[Dataset entries]:
##############################
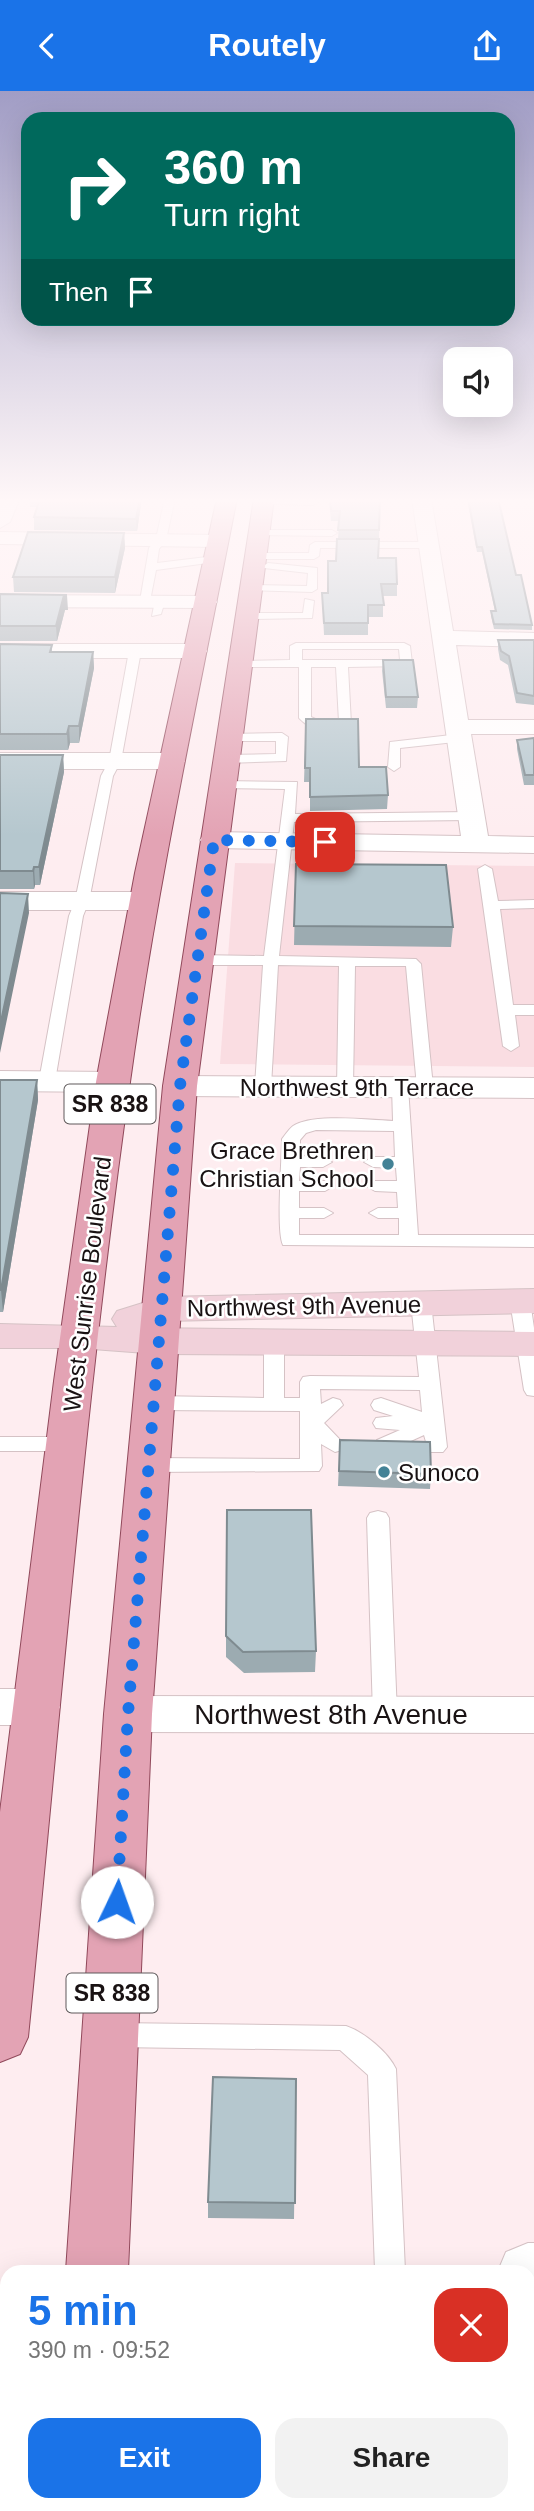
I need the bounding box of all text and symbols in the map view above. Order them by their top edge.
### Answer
icon: back [28,27,66,65]
text: Routely [208,27,326,63]
icon: share [468,27,506,65]
icon: right [49,140,140,231]
text: 360 m [164,140,303,194]
text: Turn right [164,197,300,233]
icon: arrive [122,273,160,311]
text: Then [49,277,108,307]
map controls [443,347,513,417]
button: sound [443,347,513,417]
pin [295,812,355,872]
icon: arrive [306,823,344,861]
street label: Northwest 9th Terrace [240,1074,474,1101]
road number: SR 838 [64,1085,156,1123]
place label: Grace Brethren Christian School [199,1137,374,1192]
street label: West Sunrise Boulevard [58,1155,116,1413]
marker: Grace Brethren Christian School [380,1156,396,1172]
street label: Northwest 9th Avenue [187,1290,421,1322]
place label: Sunoco [398,1459,479,1486]
marker: Sunoco [376,1464,392,1480]
street label: Northwest 8th Avenue [194,1699,468,1730]
position arrow [80,1865,154,1939]
road number: SR 838 [66,1973,158,2013]
text: 5 min [28,2287,138,2334]
button: close [434,2288,508,2362]
text: 390 m · 09:52 [28,2337,170,2363]
button: Exit [28,2418,261,2498]
button: Share [275,2418,508,2498]

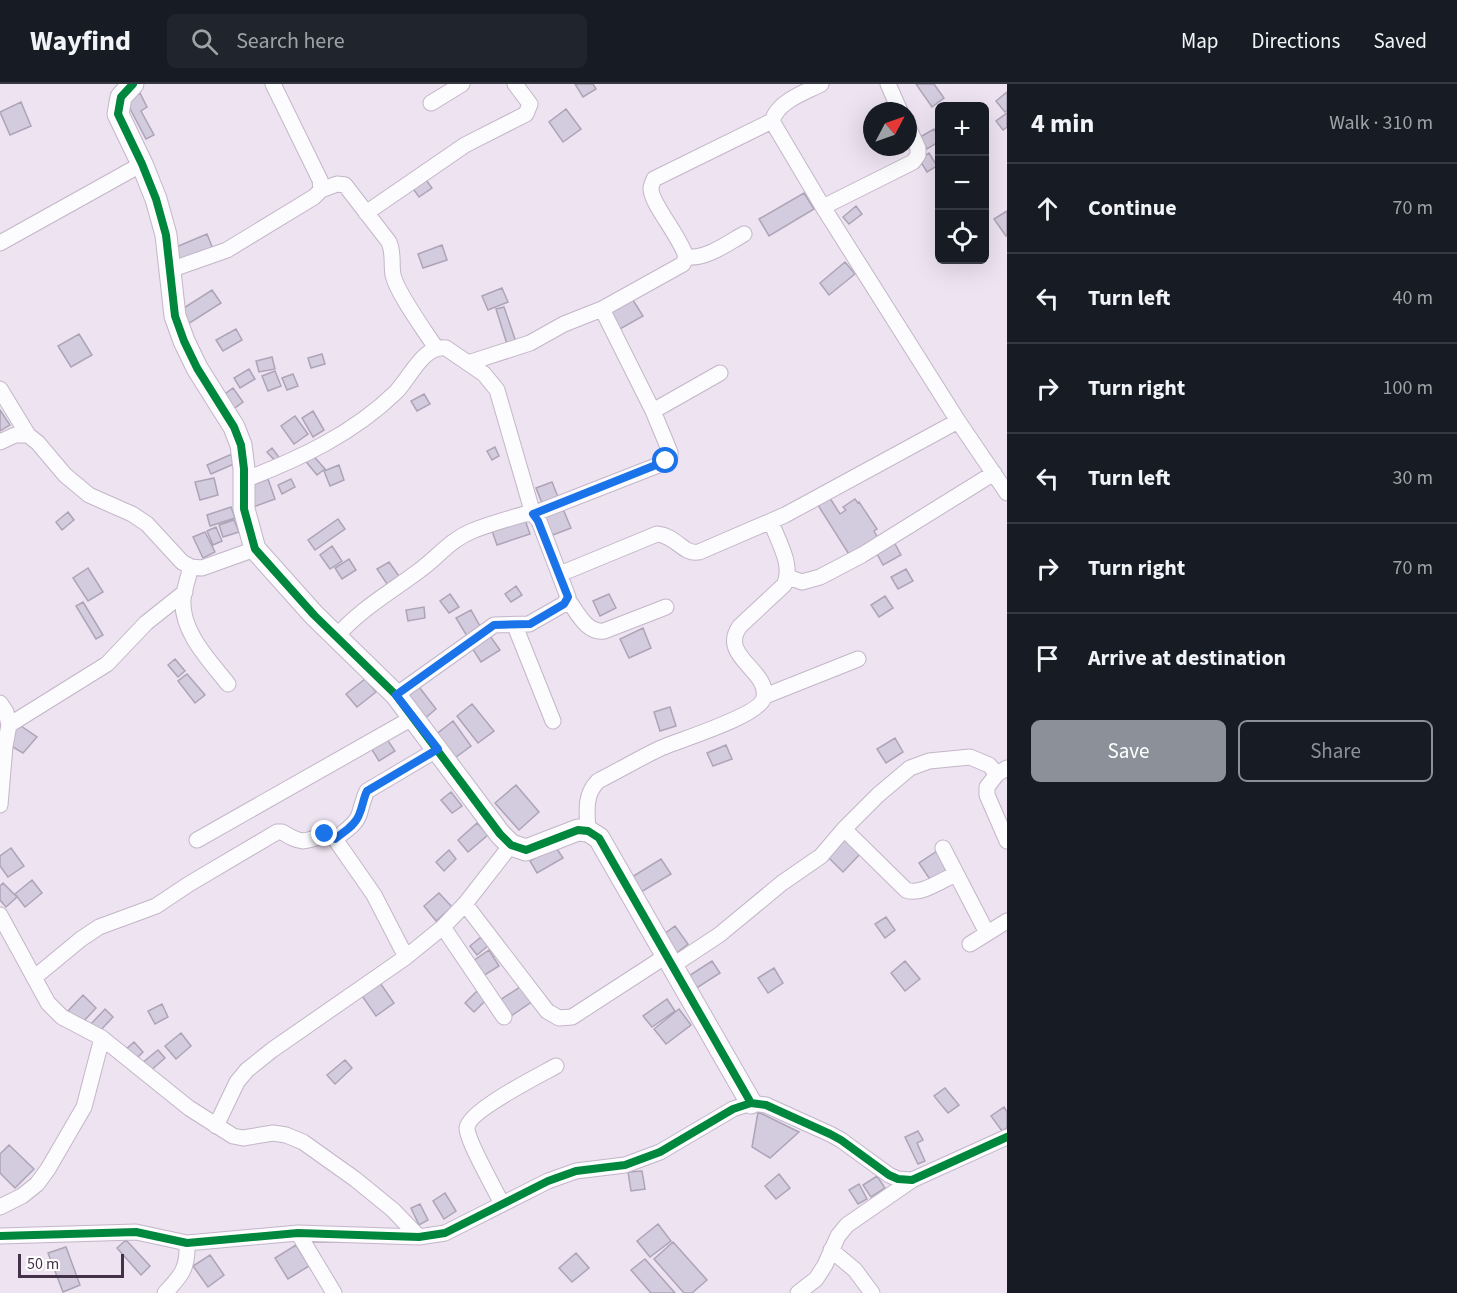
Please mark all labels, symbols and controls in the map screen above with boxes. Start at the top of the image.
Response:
search box [167,14,587,68]
text: Wayfind [30,21,131,61]
icon: search [188,25,221,58]
text: Search here [236,25,345,57]
text: Map [1181,26,1219,56]
text: Directions [1252,26,1340,56]
text: Saved [1373,26,1427,56]
north arrow [863,102,917,156]
map controls [935,102,989,264]
button: + [935,102,989,156]
text: 4 min [1031,105,1094,142]
text: Walk · 310 m [1329,109,1433,137]
button: − [935,156,989,210]
icon: ahead [1031,192,1064,225]
text: Continue [1088,192,1177,224]
text: 70 m [1393,194,1433,222]
button: locate [935,210,989,264]
icon: left [1031,282,1064,315]
text: Turn left [1088,282,1170,314]
text: 40 m [1393,284,1433,312]
icon: right [1031,372,1064,405]
text: Turn right [1088,372,1185,404]
text: 100 m [1383,374,1433,402]
route start [652,447,678,473]
icon: left [1031,462,1064,495]
text: Turn left [1088,462,1170,494]
text: 30 m [1393,464,1433,492]
icon: right [1031,552,1064,585]
text: Turn right [1088,552,1185,584]
text: 70 m [1393,554,1433,582]
icon: arrive [1031,642,1064,675]
text: Arrive at destination [1088,642,1286,674]
button: Save [1031,720,1226,782]
button: Share [1238,720,1433,782]
route end [311,820,337,846]
scale bar [18,1251,124,1278]
text: 50 m [27,1253,59,1275]

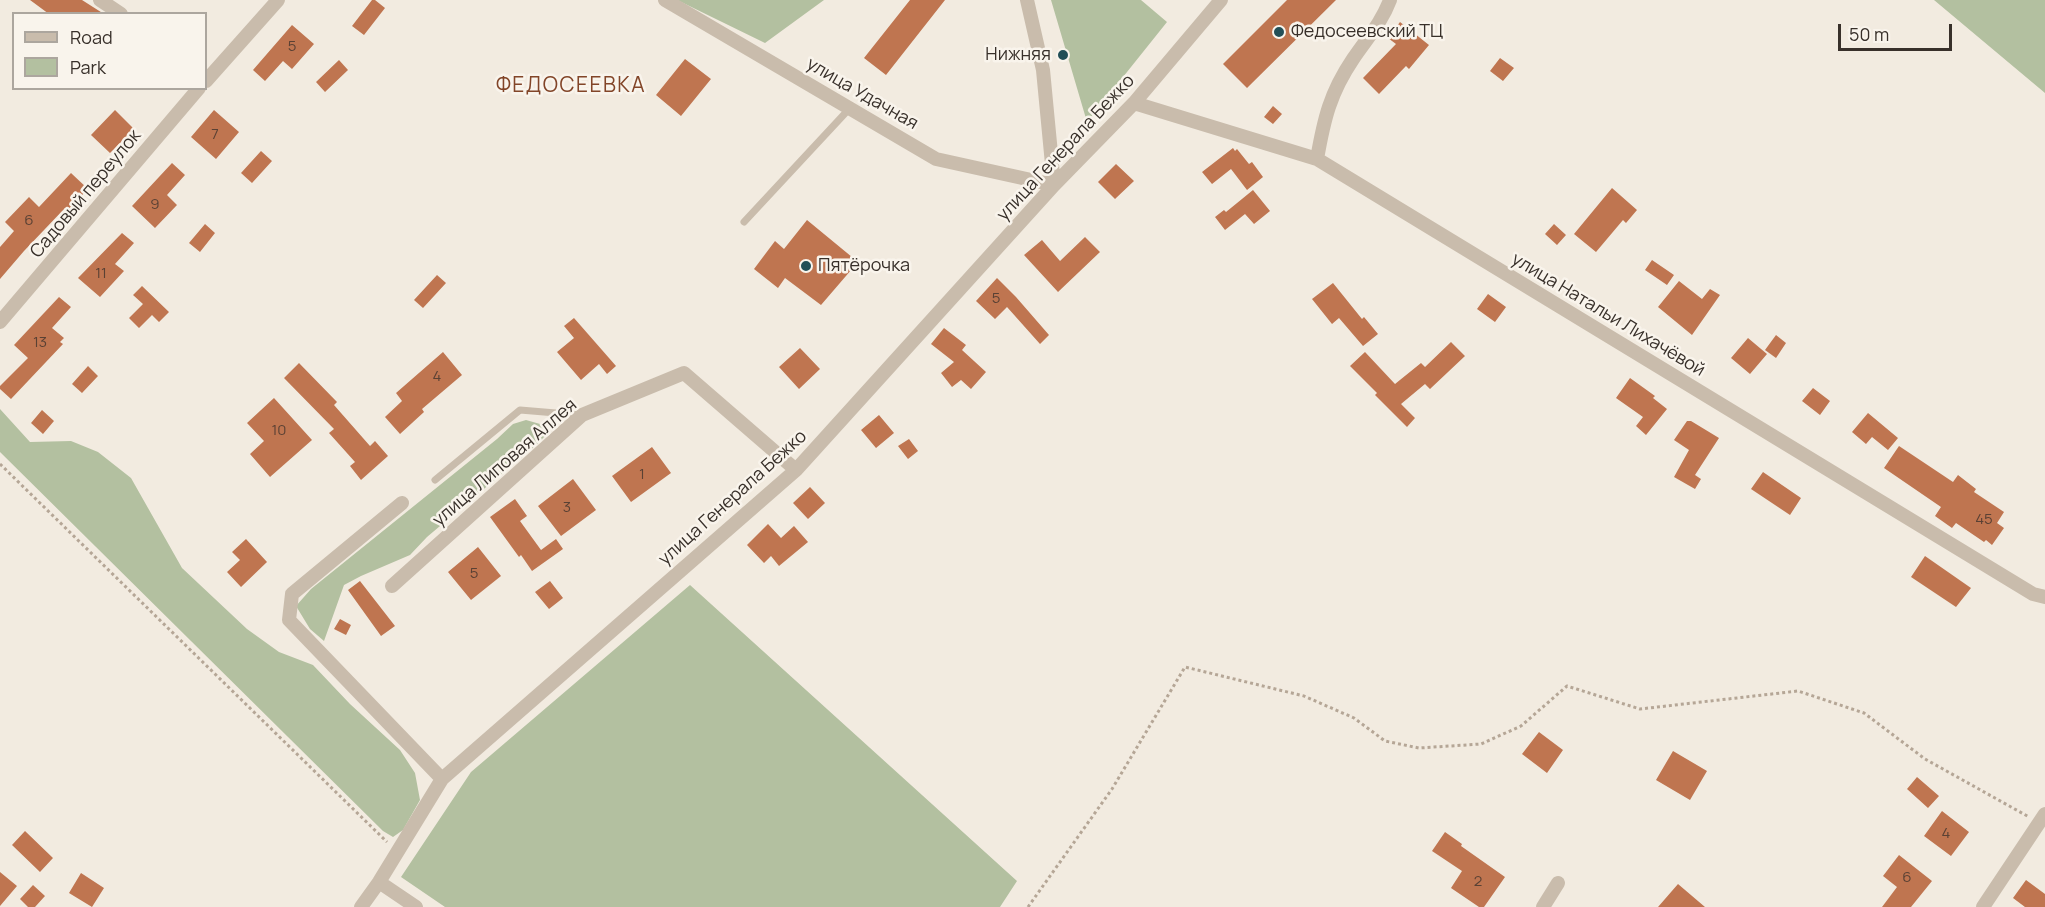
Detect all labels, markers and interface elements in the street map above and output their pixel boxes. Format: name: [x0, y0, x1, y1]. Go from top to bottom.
legend: [12, 12, 207, 90]
scale bar: [1841, 12, 1955, 50]
place label: Федосеевский ТЦ: [1291, 21, 1443, 43]
text: 50 m: [1849, 22, 1889, 46]
text: Road: [70, 25, 113, 49]
marker: Федосеевский ТЦ: [1272, 25, 1286, 39]
house number: 5: [288, 38, 296, 56]
place label: Нижняя: [985, 44, 1051, 66]
marker: Нижняя: [1056, 48, 1070, 62]
street label: улица Удачная: [802, 53, 922, 135]
text: Park: [70, 55, 106, 79]
street label: улица Генерала Бежко: [993, 70, 1139, 226]
district label: ФЕДОСЕЕВКА: [496, 73, 646, 99]
street label: Садовый переулок: [26, 126, 146, 262]
house number: 7: [211, 126, 219, 144]
house number: 9: [150, 196, 160, 214]
house number: 6: [24, 212, 34, 230]
street label: улица Натальи Лихачёвой: [1507, 249, 1709, 381]
place label: Пятёрочка: [818, 255, 910, 277]
marker: Пятёрочка: [799, 259, 813, 273]
house number: 11: [95, 265, 107, 283]
house number: 5: [992, 290, 1000, 308]
house number: 13: [33, 334, 47, 352]
house number: 4: [433, 368, 441, 386]
street label: улица Липовая Аллея: [429, 395, 581, 531]
house number: 10: [272, 422, 286, 440]
street label: улица Генерала Бежко: [654, 426, 812, 570]
house number: 1: [639, 466, 645, 484]
house number: 3: [563, 499, 571, 517]
house number: 45: [1975, 511, 1993, 529]
house number: 5: [470, 565, 478, 583]
house number: 4: [1942, 825, 1950, 843]
house number: 6: [1902, 869, 1912, 887]
house number: 2: [1474, 873, 1482, 891]

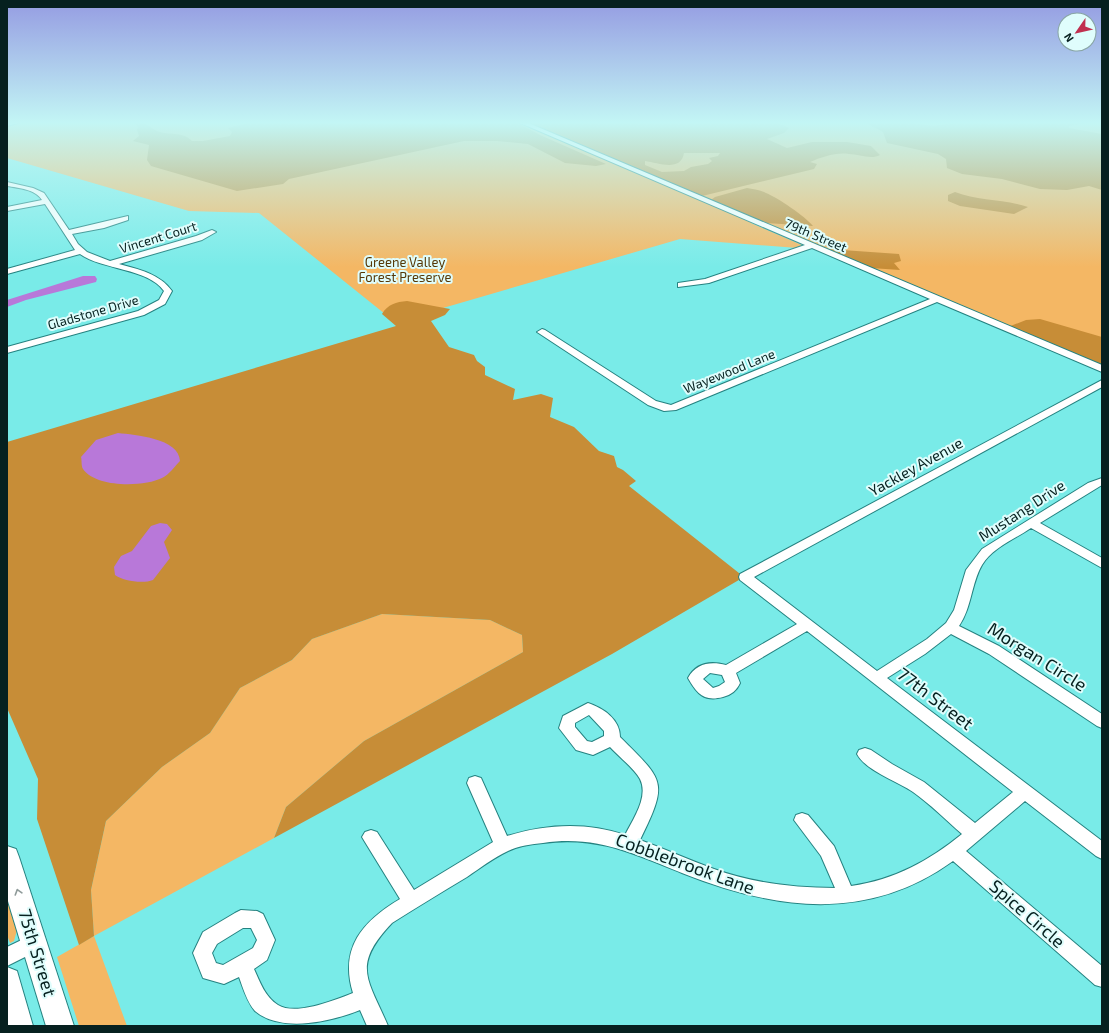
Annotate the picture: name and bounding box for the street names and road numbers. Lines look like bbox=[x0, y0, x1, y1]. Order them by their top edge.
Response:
street label: 79th Street bbox=[783, 215, 849, 255]
street label: Vincent Court bbox=[118, 218, 198, 256]
street label: Gladstone Drive bbox=[46, 291, 140, 333]
street label: Wayewood Lane bbox=[681, 345, 777, 397]
street label: Yackley Avenue bbox=[866, 433, 965, 499]
street label: Mustang Drive bbox=[975, 476, 1068, 545]
street label: Morgan Circle bbox=[984, 617, 1091, 695]
street label: 77th Street bbox=[893, 662, 978, 734]
street label: Cobblebrook Lane bbox=[613, 828, 758, 898]
street label: Spice Circle bbox=[985, 874, 1070, 952]
street label: 75th Street bbox=[14, 906, 62, 999]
##############################
Each entry shown above must be quoted exactly, with its pictures left out.

I need the bounding box of all text and symbols in the map view above. Order them by their top edge.
### Answer
icon: back [28,27,66,65]
text: Routely [208,27,326,63]
icon: share [468,27,506,65]
icon: right [49,140,140,231]
text: 360 m [164,140,303,194]
text: Turn right [164,197,300,233]
icon: arrive [122,273,160,311]
text: Then [49,277,108,307]
map controls [443,347,513,417]
button: sound [443,347,513,417]
pin [295,812,355,872]
icon: arrive [306,823,344,861]
street label: Northwest 9th Terrace [240,1074,474,1101]
road number: SR 838 [64,1085,156,1123]
place label: Grace Brethren Christian School [199,1137,374,1192]
street label: West Sunrise Boulevard [58,1155,116,1413]
marker: Grace Brethren Christian School [380,1156,396,1172]
street label: Northwest 9th Avenue [187,1290,421,1322]
place label: Sunoco [398,1459,479,1486]
marker: Sunoco [376,1464,392,1480]
street label: Northwest 8th Avenue [194,1699,468,1730]
position arrow [80,1865,154,1939]
road number: SR 838 [66,1973,158,2013]
text: 5 min [28,2287,138,2334]
button: close [434,2288,508,2362]
text: 390 m · 09:52 [28,2337,170,2363]
button: Exit [28,2418,261,2498]
button: Share [275,2418,508,2498]

Please mark all labels, symbols and controls in the map screen above with boxes. Start at the top of the image.
Response:
search box [167,14,587,68]
text: Wayfind [30,21,131,61]
icon: search [188,25,221,58]
text: Search here [236,25,345,57]
text: Map [1181,26,1219,56]
text: Directions [1252,26,1340,56]
text: Saved [1373,26,1427,56]
north arrow [863,102,917,156]
map controls [935,102,989,264]
button: + [935,102,989,156]
text: 4 min [1031,105,1094,142]
text: Walk · 310 m [1329,109,1433,137]
button: − [935,156,989,210]
icon: ahead [1031,192,1064,225]
text: Continue [1088,192,1177,224]
text: 70 m [1393,194,1433,222]
button: locate [935,210,989,264]
icon: left [1031,282,1064,315]
text: Turn left [1088,282,1170,314]
text: 40 m [1393,284,1433,312]
icon: right [1031,372,1064,405]
text: Turn right [1088,372,1185,404]
text: 100 m [1383,374,1433,402]
route start [652,447,678,473]
icon: left [1031,462,1064,495]
text: Turn left [1088,462,1170,494]
text: 30 m [1393,464,1433,492]
icon: right [1031,552,1064,585]
text: Turn right [1088,552,1185,584]
text: 70 m [1393,554,1433,582]
icon: arrive [1031,642,1064,675]
text: Arrive at destination [1088,642,1286,674]
button: Save [1031,720,1226,782]
button: Share [1238,720,1433,782]
route end [311,820,337,846]
scale bar [18,1251,124,1278]
text: 50 m [27,1253,59,1275]

Detect all labels, markers and interface elements in the street map above and output their pixel boxes. Format: name: [x0, y0, x1, y1]. Go from top to bottom.
legend: [12, 12, 207, 90]
scale bar: [1841, 12, 1955, 50]
place label: Федосеевский ТЦ: [1291, 21, 1443, 43]
text: 50 m: [1849, 22, 1889, 46]
text: Road: [70, 25, 113, 49]
marker: Федосеевский ТЦ: [1272, 25, 1286, 39]
house number: 5: [288, 38, 296, 56]
place label: Нижняя: [985, 44, 1051, 66]
marker: Нижняя: [1056, 48, 1070, 62]
street label: улица Удачная: [802, 53, 922, 135]
text: Park: [70, 55, 106, 79]
street label: улица Генерала Бежко: [993, 70, 1139, 226]
district label: ФЕДОСЕЕВКА: [496, 73, 646, 99]
street label: Садовый переулок: [26, 126, 146, 262]
house number: 7: [211, 126, 219, 144]
house number: 9: [150, 196, 160, 214]
house number: 6: [24, 212, 34, 230]
street label: улица Натальи Лихачёвой: [1507, 249, 1709, 381]
place label: Пятёрочка: [818, 255, 910, 277]
marker: Пятёрочка: [799, 259, 813, 273]
house number: 11: [95, 265, 107, 283]
house number: 5: [992, 290, 1000, 308]
house number: 13: [33, 334, 47, 352]
house number: 4: [433, 368, 441, 386]
street label: улица Липовая Аллея: [429, 395, 581, 531]
house number: 10: [272, 422, 286, 440]
street label: улица Генерала Бежко: [654, 426, 812, 570]
house number: 1: [639, 466, 645, 484]
house number: 3: [563, 499, 571, 517]
house number: 45: [1975, 511, 1993, 529]
house number: 5: [470, 565, 478, 583]
house number: 4: [1942, 825, 1950, 843]
house number: 6: [1902, 869, 1912, 887]
house number: 2: [1474, 873, 1482, 891]

Annotate the picture: name and bounding box for the street names and road numbers. Lines look like bbox=[x0, y0, x1, y1]. Order them by their top edge.
Response:
street label: 79th Street bbox=[783, 215, 849, 255]
street label: Vincent Court bbox=[118, 218, 198, 256]
street label: Gladstone Drive bbox=[46, 291, 140, 333]
street label: Wayewood Lane bbox=[681, 345, 777, 397]
street label: Yackley Avenue bbox=[866, 433, 965, 499]
street label: Mustang Drive bbox=[975, 476, 1068, 545]
street label: Morgan Circle bbox=[984, 617, 1091, 695]
street label: 77th Street bbox=[893, 662, 978, 734]
street label: Cobblebrook Lane bbox=[613, 828, 758, 898]
street label: Spice Circle bbox=[985, 874, 1070, 952]
street label: 75th Street bbox=[14, 906, 62, 999]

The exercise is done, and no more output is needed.